March 5, 2012

From Out of Our Mouths

The idea that we need to eat good food to be fit and healthy has been around since 1826 when Frenchman Brillat-Savarin wrote, “Tell me what you eat and I will tell you what you are.” And the well known expression “you are what you eat” was probably coined in 1942 in a book by Dr. Victor Lindlahr, a health food pioneer who believed that the food we eat controls our health.

Today, if you do a search on Amazon.com, you will find 63,502 books on dieting and 41,644 books on Health, Fitness and Dieting. The fact is, there is ample advice on the subject of what we put into our mouths, but what guidance is available on what should or should not come out of our mouths?

Initially, our parents, teachers and church leaders teach us that lies, curses, insults, gossip and obscenities, etc. should not come out of our mouths.
And New Testament scripture suggests that obscene, silly and vulgar talk is entirely out of place (Ephesians 5:4).

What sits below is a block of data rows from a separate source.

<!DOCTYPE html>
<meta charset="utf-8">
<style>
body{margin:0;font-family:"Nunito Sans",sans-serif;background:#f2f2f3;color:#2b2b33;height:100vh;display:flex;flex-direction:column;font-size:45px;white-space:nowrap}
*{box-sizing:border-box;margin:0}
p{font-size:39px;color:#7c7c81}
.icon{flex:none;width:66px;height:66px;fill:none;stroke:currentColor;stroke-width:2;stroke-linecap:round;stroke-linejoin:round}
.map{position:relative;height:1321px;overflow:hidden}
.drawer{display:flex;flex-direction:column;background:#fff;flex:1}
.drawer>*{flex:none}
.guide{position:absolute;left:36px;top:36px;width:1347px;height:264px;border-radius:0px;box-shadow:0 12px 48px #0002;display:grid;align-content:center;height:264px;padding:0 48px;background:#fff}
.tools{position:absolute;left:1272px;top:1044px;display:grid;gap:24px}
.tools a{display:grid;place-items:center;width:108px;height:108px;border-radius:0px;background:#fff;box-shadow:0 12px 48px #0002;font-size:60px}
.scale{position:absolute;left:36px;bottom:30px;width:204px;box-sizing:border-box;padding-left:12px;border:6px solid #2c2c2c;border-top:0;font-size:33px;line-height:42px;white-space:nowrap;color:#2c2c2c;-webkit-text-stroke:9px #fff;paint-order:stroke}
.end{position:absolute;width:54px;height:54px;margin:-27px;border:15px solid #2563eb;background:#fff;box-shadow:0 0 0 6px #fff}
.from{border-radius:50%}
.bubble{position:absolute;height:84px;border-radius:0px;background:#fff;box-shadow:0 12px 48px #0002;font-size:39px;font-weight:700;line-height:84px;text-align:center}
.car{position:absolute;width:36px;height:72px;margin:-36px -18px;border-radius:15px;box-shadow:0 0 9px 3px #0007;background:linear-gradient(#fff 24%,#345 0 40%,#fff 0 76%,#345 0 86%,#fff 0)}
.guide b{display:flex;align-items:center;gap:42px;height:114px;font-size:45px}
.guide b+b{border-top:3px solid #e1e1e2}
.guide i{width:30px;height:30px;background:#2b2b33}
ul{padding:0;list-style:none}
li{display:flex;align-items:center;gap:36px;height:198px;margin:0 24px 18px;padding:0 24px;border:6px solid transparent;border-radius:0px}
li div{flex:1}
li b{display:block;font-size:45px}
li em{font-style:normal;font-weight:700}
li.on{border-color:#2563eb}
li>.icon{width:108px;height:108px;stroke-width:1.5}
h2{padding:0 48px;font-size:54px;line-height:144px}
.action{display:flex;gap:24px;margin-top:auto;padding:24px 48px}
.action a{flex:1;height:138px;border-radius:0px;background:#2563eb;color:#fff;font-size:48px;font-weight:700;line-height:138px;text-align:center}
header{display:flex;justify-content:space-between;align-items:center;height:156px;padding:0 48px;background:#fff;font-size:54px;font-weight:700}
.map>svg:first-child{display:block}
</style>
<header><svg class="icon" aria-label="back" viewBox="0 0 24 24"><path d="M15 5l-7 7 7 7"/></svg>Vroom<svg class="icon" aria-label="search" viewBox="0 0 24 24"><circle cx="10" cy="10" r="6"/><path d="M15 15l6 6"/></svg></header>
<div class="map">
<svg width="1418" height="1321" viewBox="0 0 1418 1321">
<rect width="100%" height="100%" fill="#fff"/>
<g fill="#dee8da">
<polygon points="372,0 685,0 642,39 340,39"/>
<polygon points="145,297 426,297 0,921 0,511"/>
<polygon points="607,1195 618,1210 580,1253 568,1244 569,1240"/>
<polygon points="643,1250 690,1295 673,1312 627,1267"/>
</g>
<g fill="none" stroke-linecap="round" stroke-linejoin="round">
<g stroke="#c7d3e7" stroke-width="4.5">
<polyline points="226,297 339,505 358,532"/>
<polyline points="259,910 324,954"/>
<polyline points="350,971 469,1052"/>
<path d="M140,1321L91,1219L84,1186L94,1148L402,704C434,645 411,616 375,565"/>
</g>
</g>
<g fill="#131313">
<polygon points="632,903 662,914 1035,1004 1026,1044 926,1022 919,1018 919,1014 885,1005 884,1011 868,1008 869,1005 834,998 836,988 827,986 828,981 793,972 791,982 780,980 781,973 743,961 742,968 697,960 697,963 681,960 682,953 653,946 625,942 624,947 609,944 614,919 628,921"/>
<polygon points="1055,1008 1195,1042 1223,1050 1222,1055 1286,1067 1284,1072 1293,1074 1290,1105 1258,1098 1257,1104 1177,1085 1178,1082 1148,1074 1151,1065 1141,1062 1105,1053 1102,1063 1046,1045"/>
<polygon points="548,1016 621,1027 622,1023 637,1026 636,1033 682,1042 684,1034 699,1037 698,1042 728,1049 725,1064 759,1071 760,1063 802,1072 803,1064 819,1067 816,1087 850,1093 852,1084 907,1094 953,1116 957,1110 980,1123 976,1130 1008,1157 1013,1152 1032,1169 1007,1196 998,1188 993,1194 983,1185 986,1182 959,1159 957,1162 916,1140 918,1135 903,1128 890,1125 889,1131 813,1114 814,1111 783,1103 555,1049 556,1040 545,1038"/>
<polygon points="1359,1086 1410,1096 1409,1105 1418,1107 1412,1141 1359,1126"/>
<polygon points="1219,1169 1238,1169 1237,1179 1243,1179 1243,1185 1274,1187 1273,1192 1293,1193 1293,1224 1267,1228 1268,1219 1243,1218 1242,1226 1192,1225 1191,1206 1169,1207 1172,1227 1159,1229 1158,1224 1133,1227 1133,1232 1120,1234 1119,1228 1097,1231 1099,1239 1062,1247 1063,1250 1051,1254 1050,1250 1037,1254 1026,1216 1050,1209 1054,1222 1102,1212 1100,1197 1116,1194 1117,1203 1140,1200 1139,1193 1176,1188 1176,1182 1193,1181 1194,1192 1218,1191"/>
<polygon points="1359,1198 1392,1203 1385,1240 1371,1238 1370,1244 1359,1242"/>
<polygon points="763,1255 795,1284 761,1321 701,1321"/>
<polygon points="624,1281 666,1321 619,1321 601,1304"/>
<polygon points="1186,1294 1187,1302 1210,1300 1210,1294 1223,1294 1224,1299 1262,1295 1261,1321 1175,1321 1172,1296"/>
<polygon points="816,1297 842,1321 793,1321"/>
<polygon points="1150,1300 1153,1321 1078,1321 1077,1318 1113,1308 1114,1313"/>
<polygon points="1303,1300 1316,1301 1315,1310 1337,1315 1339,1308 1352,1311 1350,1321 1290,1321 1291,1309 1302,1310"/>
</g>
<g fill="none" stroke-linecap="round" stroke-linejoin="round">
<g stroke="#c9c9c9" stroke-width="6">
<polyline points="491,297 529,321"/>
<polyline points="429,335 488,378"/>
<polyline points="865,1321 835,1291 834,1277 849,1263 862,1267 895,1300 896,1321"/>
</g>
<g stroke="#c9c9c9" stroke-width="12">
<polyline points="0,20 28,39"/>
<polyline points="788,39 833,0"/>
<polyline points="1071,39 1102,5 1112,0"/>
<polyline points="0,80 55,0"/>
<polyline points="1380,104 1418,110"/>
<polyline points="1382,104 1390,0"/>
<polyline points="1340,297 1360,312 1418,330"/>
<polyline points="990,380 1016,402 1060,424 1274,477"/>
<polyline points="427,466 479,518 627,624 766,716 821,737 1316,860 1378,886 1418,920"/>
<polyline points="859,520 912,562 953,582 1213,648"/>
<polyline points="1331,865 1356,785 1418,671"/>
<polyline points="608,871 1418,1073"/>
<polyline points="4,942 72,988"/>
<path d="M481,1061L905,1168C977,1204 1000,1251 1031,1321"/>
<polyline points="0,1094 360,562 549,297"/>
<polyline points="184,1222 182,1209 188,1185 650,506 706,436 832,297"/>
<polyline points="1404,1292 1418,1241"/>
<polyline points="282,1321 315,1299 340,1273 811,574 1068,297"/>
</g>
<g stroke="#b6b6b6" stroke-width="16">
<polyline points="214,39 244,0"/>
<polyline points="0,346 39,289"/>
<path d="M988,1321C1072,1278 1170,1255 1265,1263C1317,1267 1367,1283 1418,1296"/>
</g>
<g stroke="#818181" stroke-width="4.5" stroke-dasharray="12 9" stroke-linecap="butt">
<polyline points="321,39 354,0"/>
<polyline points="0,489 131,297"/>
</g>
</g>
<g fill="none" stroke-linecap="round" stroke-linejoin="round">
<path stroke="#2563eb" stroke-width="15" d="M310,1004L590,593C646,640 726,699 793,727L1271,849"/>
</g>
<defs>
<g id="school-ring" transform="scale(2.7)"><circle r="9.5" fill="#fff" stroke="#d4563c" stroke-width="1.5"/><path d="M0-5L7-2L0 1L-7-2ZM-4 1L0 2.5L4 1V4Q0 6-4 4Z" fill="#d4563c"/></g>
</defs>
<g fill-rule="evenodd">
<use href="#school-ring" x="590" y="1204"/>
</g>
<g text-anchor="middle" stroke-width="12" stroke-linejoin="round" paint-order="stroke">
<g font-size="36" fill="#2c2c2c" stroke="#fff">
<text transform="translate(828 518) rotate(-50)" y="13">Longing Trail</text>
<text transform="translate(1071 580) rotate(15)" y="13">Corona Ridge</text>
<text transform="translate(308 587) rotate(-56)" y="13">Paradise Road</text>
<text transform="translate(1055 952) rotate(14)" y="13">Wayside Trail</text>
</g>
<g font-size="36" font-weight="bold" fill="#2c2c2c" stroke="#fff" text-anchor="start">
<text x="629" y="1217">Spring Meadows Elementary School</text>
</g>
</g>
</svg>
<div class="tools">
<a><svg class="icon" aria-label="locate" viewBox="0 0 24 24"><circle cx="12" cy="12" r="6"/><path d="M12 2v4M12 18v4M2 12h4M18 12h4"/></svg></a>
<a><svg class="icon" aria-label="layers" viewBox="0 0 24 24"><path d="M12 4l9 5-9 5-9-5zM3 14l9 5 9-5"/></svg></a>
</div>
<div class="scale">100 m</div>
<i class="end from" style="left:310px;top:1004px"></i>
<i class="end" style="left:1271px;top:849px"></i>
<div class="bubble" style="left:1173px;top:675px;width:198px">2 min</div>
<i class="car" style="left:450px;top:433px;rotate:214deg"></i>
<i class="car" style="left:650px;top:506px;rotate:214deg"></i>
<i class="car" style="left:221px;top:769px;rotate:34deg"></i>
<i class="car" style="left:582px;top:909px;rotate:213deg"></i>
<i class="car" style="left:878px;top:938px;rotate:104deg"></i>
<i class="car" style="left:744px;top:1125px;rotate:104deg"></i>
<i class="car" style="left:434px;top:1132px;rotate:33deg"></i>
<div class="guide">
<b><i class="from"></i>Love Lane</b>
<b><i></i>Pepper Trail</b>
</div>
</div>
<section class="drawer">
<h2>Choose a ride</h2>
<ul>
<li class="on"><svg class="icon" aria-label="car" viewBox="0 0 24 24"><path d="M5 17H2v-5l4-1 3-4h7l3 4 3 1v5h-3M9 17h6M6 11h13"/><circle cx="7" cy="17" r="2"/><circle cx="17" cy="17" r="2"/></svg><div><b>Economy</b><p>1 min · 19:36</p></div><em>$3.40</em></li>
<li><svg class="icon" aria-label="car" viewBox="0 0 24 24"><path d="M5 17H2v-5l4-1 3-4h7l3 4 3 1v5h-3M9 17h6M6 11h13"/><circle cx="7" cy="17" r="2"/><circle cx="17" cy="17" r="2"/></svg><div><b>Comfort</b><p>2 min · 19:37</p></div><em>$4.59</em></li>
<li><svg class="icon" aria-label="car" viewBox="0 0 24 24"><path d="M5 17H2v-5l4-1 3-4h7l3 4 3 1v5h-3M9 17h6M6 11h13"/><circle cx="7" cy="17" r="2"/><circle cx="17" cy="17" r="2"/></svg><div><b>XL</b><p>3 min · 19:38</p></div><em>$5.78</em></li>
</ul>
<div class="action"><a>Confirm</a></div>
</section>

A recent publication distributed at a Lenten worship service at the Bluff Point United Methodist Church offers advice on what should come out of our mouths.  In that printout, it is suggested that during Lent we give thanks and praise to those who have helped us and offer words of encouragement to those who need our support.

Here are some additional suggestions for words to be spoken from our hearts and “out of our mouths:” words of admiration, best wishes for success, appeals for forgiveness, prayers for healing and blessings and expressions of love, hope and appreciation.

Make it a habit, and what comes out of our mouths will eventually be as important as what goes in.